ZwOpenFile ShareAccess has no effect on disk drives

Consider the below test. When opening a file, the 2nd ZwOpenFile returns STATUS_SHARING_VIOLATION as expected. When opening a disk, such as the below name, the 2nd ZwOpenFile succeeds.

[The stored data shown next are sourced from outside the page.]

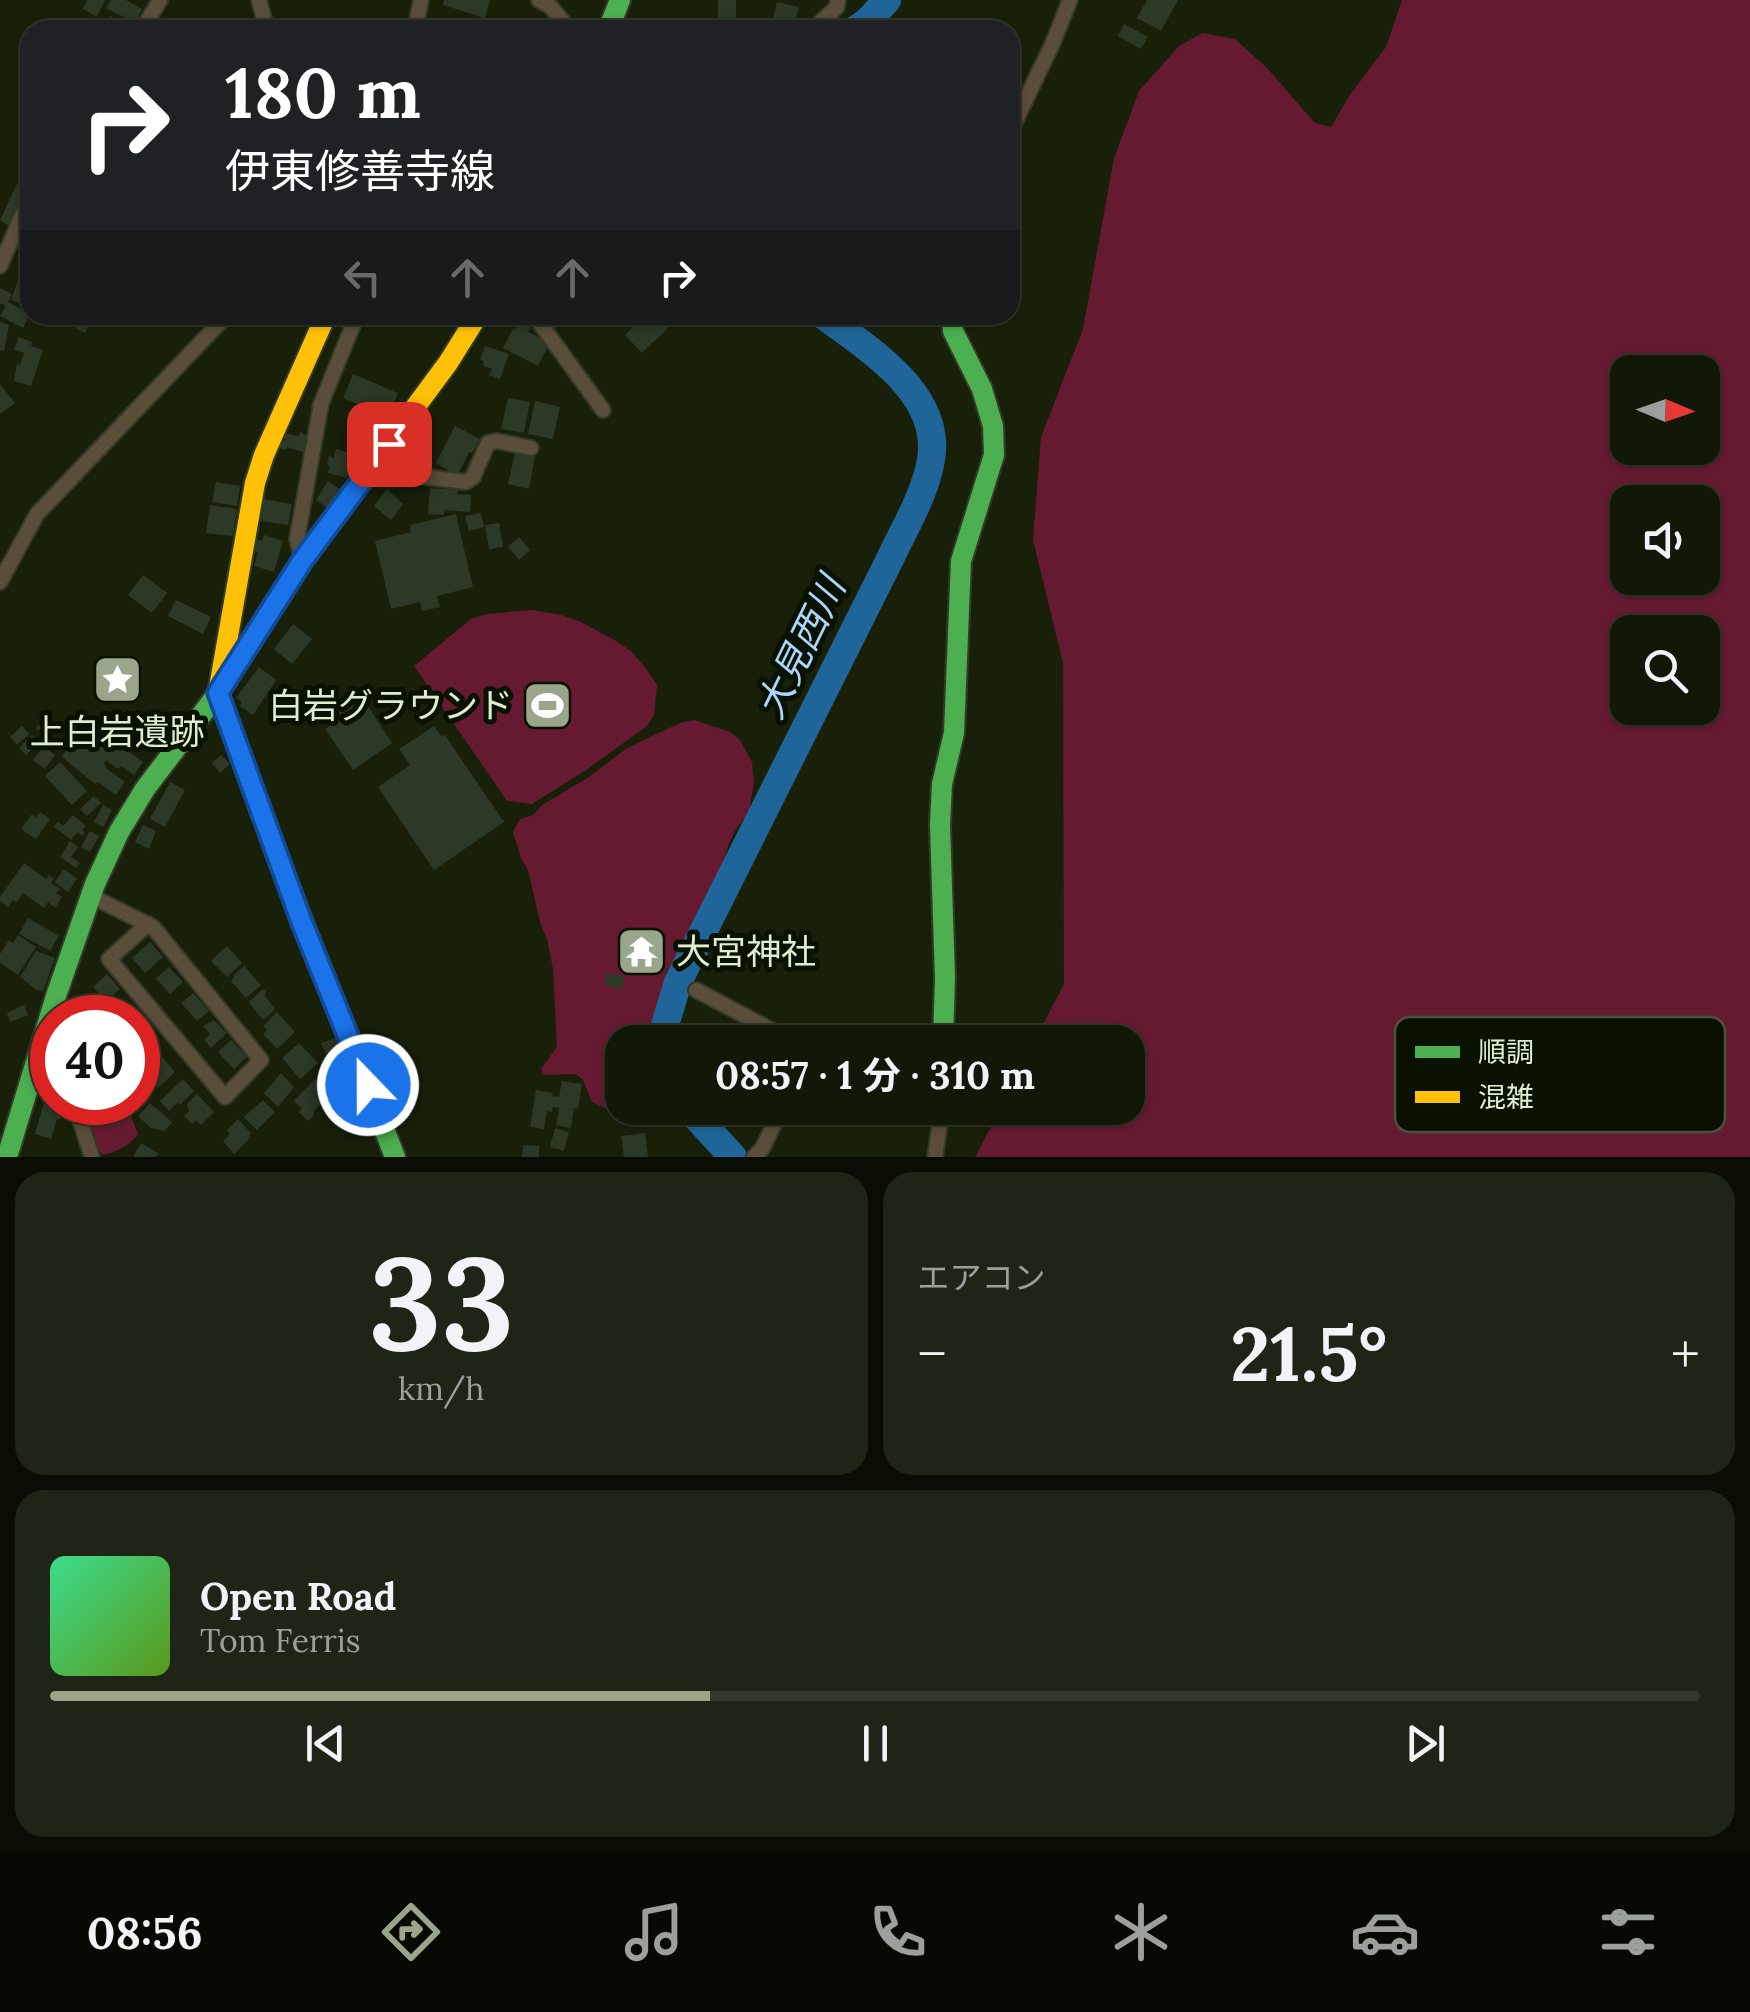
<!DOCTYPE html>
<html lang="ja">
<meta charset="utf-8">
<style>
:root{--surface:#121808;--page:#1f2516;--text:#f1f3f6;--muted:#9ca09c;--line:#313729;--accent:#9aa68b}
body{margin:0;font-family:Lora,"Noto Sans JP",serif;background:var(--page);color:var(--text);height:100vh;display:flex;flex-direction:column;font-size:38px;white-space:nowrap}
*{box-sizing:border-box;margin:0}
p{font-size:32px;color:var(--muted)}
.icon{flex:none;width:55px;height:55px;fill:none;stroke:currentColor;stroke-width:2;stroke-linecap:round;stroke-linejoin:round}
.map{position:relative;height:1157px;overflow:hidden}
.details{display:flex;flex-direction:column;gap:15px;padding:15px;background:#0a0d04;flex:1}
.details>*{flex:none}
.guide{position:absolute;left:20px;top:20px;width:1000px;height:305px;border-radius:30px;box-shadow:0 2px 8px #0004,0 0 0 2px var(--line);background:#202124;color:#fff;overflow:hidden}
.needle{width:65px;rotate:92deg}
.fabs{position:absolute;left:1610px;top:355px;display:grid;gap:20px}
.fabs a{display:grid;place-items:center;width:110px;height:110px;border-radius:20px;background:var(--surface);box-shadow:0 2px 8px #0004,0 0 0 2px var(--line);font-size:50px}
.speed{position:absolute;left:30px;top:995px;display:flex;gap:20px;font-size:50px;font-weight:700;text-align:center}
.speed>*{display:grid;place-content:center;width:130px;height:130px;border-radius:50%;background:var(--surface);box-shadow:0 2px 8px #0004,0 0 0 2px var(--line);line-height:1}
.speed .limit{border:15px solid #d22;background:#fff;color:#111}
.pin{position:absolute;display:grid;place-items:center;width:85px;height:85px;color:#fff;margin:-42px;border-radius:20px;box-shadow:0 5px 15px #0006}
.me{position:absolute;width:110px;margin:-55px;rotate:338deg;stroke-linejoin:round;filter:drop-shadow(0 0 8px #0008)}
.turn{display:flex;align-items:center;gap:35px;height:210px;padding:0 40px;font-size:45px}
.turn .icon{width:130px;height:130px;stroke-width:2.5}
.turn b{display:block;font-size:70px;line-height:85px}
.lanes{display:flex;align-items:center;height:95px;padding:0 40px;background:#0003;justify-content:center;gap:50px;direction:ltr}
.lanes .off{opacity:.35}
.big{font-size:75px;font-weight:700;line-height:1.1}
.details .card{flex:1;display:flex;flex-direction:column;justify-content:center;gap:15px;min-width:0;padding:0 35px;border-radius:30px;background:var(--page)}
.details .dial{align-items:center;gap:0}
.dial b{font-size:130px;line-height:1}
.song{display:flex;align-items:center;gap:30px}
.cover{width:120px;height:120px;border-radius:15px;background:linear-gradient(135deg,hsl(150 70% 55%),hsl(90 70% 35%))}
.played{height:10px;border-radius:5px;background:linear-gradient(90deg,var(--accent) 40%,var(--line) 40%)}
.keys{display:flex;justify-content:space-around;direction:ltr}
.heat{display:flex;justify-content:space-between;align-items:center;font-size:55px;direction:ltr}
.details .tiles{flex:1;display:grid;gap:15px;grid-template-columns:1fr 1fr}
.card:last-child{grid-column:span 2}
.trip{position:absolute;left:605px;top:1025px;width:540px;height:100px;border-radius:30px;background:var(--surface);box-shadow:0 2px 8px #0004,0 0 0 2px var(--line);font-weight:700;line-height:100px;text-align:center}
.menu{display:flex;height:160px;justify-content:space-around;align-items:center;background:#070a03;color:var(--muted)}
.menu .icon{width:70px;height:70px}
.menu .active{color:var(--accent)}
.menu b{font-size:45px;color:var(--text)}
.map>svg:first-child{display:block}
.green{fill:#661a2f;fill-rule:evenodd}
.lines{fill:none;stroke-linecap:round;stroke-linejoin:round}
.river{stroke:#1f6599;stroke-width:28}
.building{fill:#2c3926}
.street-casing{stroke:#333b27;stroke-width:18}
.fast-casing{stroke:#333b27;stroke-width:24}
.slow-casing{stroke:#333b27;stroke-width:24}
.street{stroke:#5a4d39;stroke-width:14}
.fast{stroke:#4caf50;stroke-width:20}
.slow{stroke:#ffc107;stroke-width:20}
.route-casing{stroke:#114b97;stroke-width:25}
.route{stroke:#1a73e8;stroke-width:18}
.labels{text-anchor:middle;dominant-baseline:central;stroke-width:10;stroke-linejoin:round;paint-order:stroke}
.poi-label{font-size:35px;fill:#e0eed0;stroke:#091100;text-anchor:end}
.water-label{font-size:38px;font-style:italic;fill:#abd5fd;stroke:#091100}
.key{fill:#091100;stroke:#4a533e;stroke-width:2.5}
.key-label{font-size:28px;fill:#e0eed0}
</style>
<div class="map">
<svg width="1750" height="1157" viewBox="0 0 1750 1157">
<rect width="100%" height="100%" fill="#18200a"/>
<path class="green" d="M1402 0H1750V1157H975L1001 1108H1128V1042H1034L1064 984 1063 663 1033 540 1041 437 1083 329 1114 158 1139 91 1179 46 1202 33 1235 39 1267 68 1315 123 1331 127 1350 95 1386 47ZM1628 372H1702V448H1628ZM1628 502H1702V578H1628ZM1628 632H1702V708H1628Z
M531 610 561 615 581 622 616 641 631 651 645 667 657 685 654 715 647 726 586 770 532 804 507 801 414 666 471 619 487 614Z
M694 720 730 732 740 740 752 762 754 782 749 812 736 829 729 843 719 876 708 890 698 926 685 942 666 973 650 1042H622L624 1108H605L592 1102 583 1080 576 1074 544 1075 541 1069 557 1047 553 969 547 939 540 922 528 870 521 858 513 832 520 819 533 815 542 805 589 777 627 748 680 723Z
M83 1103H119L120 1112 131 1116 138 1134C130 1145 117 1152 103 1155 92 1144 89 1118 83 1103Z"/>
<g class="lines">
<path class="river" d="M855 30 868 21 887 0
M660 1042 678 982 890 559C904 529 923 498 930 465 946 396 871 351 823 315
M688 1108 733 1157"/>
</g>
<path class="building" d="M87 0H105L97 17 83 9Z
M111 0H126L142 9 135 23 106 8Z
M444 0H490L485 18 443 5Z
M718 0H736V18H718Z
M1147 0H1178L1161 31 1137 18Z
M777 2 799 7 793 30H767L769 23H772Z
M110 16 132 27 130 30H103Z
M1124 24 1148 37 1141 49 1118 36Z
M17 184 26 188 9 226 0 220Z
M22 269 30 272V306L11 300Z
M0 288 12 294 8 302 30 314 23 328 0 316 6 306 0 303Z
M65 315H90L87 321 91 322 85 333 62 321Z
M651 315H658L669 327 642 353 625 335 640 320 643 323Z
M0 322 9 325 4 351 0 350Z
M526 324 531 326 528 332 550 343 538 366 503 348 513 329Z
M19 337 32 342 31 346 43 350 31 386 14 381 17 364 20 365 24 353 14 350Z
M485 346 509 354 500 379 489 375 492 369 483 366 484 361 480 360Z
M353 374 398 393 390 413 379 408 377 412 343 398Z
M0 384 15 403 0 414Z
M508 398 530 402 524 433 501 429Z
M535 401 560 407 553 439 528 434Z
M455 426 480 439 472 453 469 452 459 472H451L436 463Z
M300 432 309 437 306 453 287 447 286 450 280 448 282 441H285V433L299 436Z
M336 449 354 454 347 478 328 473 330 466 327 465 329 456 334 458Z
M515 453 535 457 529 489 508 484Z
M328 481 340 489 328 508 316 500Z
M216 482 240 486 237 506 212 502Z
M430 488 458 490 457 494 471 495 470 512 445 510 444 515 428 514Z
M387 489 403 504 391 520 374 506Z
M264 499 292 504 288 525 261 521Z
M210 505 237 509 233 536 206 533Z
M481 513 484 527 469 531 465 516Z
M456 514 473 587 437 596 440 607 422 611 420 602 391 609 375 541 411 532 410 525Z
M499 523 503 547 489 549 485 525Z
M264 535 283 541 274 572 254 566 258 552 253 551 257 539 262 541Z
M519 537 530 550 519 560 508 547Z
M143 575 167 593 152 613 128 595Z
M176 600 211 617 203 634 168 616Z
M293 624 312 639 292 664 274 649Z
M259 667 276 680 253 715 240 706 242 702 236 698Z
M348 697 354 707 364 700 392 743 353 770 325 729 333 723 326 712Z
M45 717 56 727 48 737 36 728Z
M92 725 143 762 134 775 121 766 118 769 106 760 104 763 107 769 125 782 116 795 98 782 95 784 62 757 69 746 75 750Z
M22 726 29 734 17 745 10 737Z
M434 726 442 737 445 735 504 822 434 870 378 787 410 765 399 749Z
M32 735 39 743 26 755 19 748Z
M44 746 55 755 45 769 33 760Z
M221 755 230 764 220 773 212 763Z
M60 762 87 791 72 805 45 776Z
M170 782 185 790 165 827 150 819Z
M94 796 101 803 87 816 80 809Z
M103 805 112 810 103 827 94 822Z
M40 812 50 819 36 839 21 829 32 814 36 818Z
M73 815 86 826 82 830 85 833 82 836 78 832 71 840 54 827 58 822 63 826Z
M143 825 156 831 149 849 135 842Z
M90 831 99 836 90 852 81 847Z
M70 841 78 847 71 857 80 863 76 868 60 857Z
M24 863 46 879 49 875 54 879 51 883 60 889 56 893 62 897 55 908 48 902 44 908 23 893 17 902 13 900 8 907 0 901V897Z
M64 869 77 879 68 892 55 882Z
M28 918 59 936 50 951 19 934Z
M18 935 36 947 18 975 0 963V954L9 940 13 943Z
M150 942 163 957 145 973 132 958Z
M628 942 650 944 649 959 627 958Z
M227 946 242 963 227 977 211 961Z
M36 951 55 958 43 991 37 990 20 977Z
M244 966 261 985 246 998 231 981 234 978 233 976Z
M169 967 183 982 170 994 156 978Z
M607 973 624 976 622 989 605 985Z
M107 974 120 989 112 996 116 1000 109 1005 93 987Z
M263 989 266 991 265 996 275 1009 263 1020 249 1002Z
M193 993 209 1011 197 1021 181 1003Z
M24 1005 28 1015 10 1022 7 1013Z
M277 1012 295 1032 277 1049 263 1034 267 1030 263 1026Z
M214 1020 227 1033 211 1048 204 1040 210 1034 203 1026Z
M341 1036 345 1046 326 1054 321 1043Z
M231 1040 247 1057 234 1069 218 1052Z
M299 1043 318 1063 300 1079 282 1058Z
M162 1057 175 1072 158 1088 156 1086 153 1089 145 1081 149 1077 145 1073Z
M281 1073 294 1087 278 1107 264 1093Z
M183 1079 194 1091 180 1105 178 1102 169 1111 160 1101Z
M315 1079 330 1094 314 1111 313 1116 308 1121 299 1112 302 1109 294 1101Z
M562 1081 582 1084 578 1109 574 1108 571 1128 556 1125 559 1108 553 1107 552 1112 547 1111 544 1129 530 1127 536 1090 553 1093 552 1096 559 1097Z
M49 1085 52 1086V1102H61L58 1113 61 1114 60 1120 57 1119 51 1139 35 1134Z
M197 1094 214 1112 201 1125 196 1120 192 1124 184 1116 189 1111 187 1104Z
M263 1100 275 1112 257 1130 244 1117Z
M150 1103 172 1122 165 1131 151 1128 138 1116Z
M238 1119 251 1133 247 1141 234 1154 223 1141 230 1134 227 1130Z
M555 1128 569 1132 564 1151 550 1147Z
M645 1133 648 1157H624L621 1136Z
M141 1143 159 1154 155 1157H133Z
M523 1145 539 1146V1157H522Z"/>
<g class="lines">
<defs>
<path id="street" d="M259 0 267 30
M539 0 550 6 570 30
M142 30 160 0
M415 30 421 0
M812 30 837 7 838 0
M1010 132 1052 45 1070 0
M0 266 30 197
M534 315 603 410
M369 470 466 482 473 477 488 443 497 441 531 448
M302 561 297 539 321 404 357 315
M0 582 37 514 227 315
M91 896 153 927 261 1060 225 1097 109 959 148 924
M696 990 794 1042
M74 1102 92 1157
M923 1108 942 1117
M754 1157 762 1149 782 1108
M935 1157 942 1108"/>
<path id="fast" d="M608 30 620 0
M277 856 395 1157
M943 1042 945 978 940 825 942 784 954 733 961 561 994 455 993 426 982 389 953 331 952 315
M7 1157 56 996 95 884 119 832 145 789 218 693 302 561 385 448"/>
<path id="slow" d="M385 448 448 363 478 315
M277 856 218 693 255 483 264 455 326 315"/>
</defs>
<use href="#street" class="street-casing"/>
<use href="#fast" class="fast-casing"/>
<use href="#slow" class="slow-casing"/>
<use href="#street" class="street"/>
<use href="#fast" class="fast"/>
<use href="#slow" class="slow"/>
</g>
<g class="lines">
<defs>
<path id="route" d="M368 1085 302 923 218 693 302 561 389 444"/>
</defs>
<use href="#route" class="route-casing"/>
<use href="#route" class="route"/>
</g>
<defs>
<symbol id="sight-square" viewBox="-11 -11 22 22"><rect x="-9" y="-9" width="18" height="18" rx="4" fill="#9aa68b" stroke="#091100"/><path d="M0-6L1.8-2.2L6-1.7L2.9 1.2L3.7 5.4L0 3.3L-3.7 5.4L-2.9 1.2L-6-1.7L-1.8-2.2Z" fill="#fff"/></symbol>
<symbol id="stadium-square" viewBox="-11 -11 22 22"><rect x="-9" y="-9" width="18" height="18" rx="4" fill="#9aa68b" stroke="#091100"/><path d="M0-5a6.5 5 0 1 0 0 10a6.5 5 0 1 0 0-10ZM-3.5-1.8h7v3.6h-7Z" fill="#fff"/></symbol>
<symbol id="temple-square" viewBox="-11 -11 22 22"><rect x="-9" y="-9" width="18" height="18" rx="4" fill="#9aa68b" stroke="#091100"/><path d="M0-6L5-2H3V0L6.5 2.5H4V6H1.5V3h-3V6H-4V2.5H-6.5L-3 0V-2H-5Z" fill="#fff"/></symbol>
</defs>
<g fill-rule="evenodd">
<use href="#sight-square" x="90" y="652" width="55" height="55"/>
<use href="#stadium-square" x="520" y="678" width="55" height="55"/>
<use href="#temple-square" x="614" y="924" width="55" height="55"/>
</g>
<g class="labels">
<g class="poi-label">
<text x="513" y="705">白岩グラウンド</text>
<text x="117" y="731" text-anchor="middle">上白岩遺跡</text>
<text x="676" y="951" text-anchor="start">大宮神社</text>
</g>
<g class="water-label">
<text transform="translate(800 647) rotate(-64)">大見西川</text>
</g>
</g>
<rect x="1395" y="1017" width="330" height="115" rx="15" class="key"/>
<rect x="1415" y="1046" width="45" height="12" fill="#4caf50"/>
<rect x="1415" y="1091" width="45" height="12" fill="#ffc107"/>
<g class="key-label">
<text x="1478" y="1062">順調</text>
<text x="1478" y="1107">混雑</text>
</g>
</svg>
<div class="fabs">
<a><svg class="needle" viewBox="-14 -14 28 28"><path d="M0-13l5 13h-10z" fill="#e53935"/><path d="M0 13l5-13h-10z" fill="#9ca09c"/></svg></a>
<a><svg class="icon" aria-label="sound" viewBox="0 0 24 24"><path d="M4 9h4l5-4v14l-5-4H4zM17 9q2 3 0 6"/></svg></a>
<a><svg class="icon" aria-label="search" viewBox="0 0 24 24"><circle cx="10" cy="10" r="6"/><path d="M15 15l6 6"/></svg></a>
</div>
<div class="speed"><div class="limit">40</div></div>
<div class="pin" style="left:389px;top:444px;background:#d93025"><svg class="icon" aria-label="arrive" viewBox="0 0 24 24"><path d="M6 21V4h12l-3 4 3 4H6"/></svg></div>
<svg class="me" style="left:368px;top:1085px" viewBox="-20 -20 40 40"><circle r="17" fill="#1a73e8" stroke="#fff" stroke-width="3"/><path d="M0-11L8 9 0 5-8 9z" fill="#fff"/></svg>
<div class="trip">08:57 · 1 分 · 310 m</div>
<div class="guide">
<div class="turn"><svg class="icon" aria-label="right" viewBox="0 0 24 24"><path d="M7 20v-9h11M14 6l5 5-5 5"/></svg><div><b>180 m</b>伊東修善寺線</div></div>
<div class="lanes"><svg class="icon off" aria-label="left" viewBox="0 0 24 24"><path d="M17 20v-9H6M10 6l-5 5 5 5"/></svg><svg class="icon off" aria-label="ahead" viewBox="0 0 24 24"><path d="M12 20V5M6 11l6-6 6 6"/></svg><svg class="icon off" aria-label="ahead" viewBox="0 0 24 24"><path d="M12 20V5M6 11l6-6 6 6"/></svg><svg class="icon" aria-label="right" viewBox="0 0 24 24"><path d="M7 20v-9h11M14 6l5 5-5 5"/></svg></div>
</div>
</div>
<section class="details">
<div class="tiles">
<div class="card dial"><b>33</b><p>km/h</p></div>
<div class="card"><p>エアコン</p>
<div class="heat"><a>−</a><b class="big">21.5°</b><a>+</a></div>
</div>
<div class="card">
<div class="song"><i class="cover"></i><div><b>Open Road</b><p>Tom Ferris</p></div></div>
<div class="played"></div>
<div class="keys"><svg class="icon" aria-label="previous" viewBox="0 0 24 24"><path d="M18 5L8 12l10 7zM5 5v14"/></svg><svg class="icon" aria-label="pause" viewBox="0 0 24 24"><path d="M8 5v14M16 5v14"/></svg><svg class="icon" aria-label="next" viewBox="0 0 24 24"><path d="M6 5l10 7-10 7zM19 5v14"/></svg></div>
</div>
</div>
</section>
<nav class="menu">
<b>08:56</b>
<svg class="icon active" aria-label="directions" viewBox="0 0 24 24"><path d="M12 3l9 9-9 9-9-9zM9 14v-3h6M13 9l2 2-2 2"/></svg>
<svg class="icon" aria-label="music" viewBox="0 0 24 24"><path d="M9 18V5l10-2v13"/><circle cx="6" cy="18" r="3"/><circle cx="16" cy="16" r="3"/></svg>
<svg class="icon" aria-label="phone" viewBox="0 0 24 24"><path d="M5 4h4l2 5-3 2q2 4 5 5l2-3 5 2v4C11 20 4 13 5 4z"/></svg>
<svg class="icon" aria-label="climate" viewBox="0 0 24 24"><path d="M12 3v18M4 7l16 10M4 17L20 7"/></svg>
<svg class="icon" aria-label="car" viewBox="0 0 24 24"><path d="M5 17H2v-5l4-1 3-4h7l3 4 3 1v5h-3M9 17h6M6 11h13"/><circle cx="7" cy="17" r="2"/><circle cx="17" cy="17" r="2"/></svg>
<svg class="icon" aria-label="filters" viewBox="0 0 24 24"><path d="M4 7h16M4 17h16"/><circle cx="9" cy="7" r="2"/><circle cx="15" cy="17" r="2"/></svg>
</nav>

Why?

??\SCSI#Disk&Ven_Msft&Prod_Virtual_Disk#000000#{53f56307-b6bf-11d0-94f2-00a0c91efb8b}

void OpenTest(UNICODE_STRING *Name)
{
IO_STATUS_BLOCK IoStatus;
OBJECT_ATTRIBUTES Attribs;
HANDLE Handle[2];
NTSTATUS NtStatus[2];

InitializeObjectAttributes(&Attribs, Name, OBJ_KERNEL_HANDLE | OBJ_CASE_INSENSITIVE, NULL, NULL);

NtStatus[0] = ZwOpenFile(&Handle[0], GENERIC_READ | GENERIC_WRITE, &Attribs, &IoStatus, FILE_SHARE_READ, FILE_NON_DIRECTORY_FILE);
NtStatus[1] = ZwOpenFile(&Handle[1], GENERIC_READ | GENERIC_WRITE, &Attribs, &IoStatus, FILE_SHARE_READ, FILE_NON_DIRECTORY_FILE);
}

When you open a file on a filesystem, the operating system’s filesystem code handles the security and the sharing checks. When you open a device object directly through its name, as you have above, it is entirely up to the driver to decide how and whether to handle the permission bits.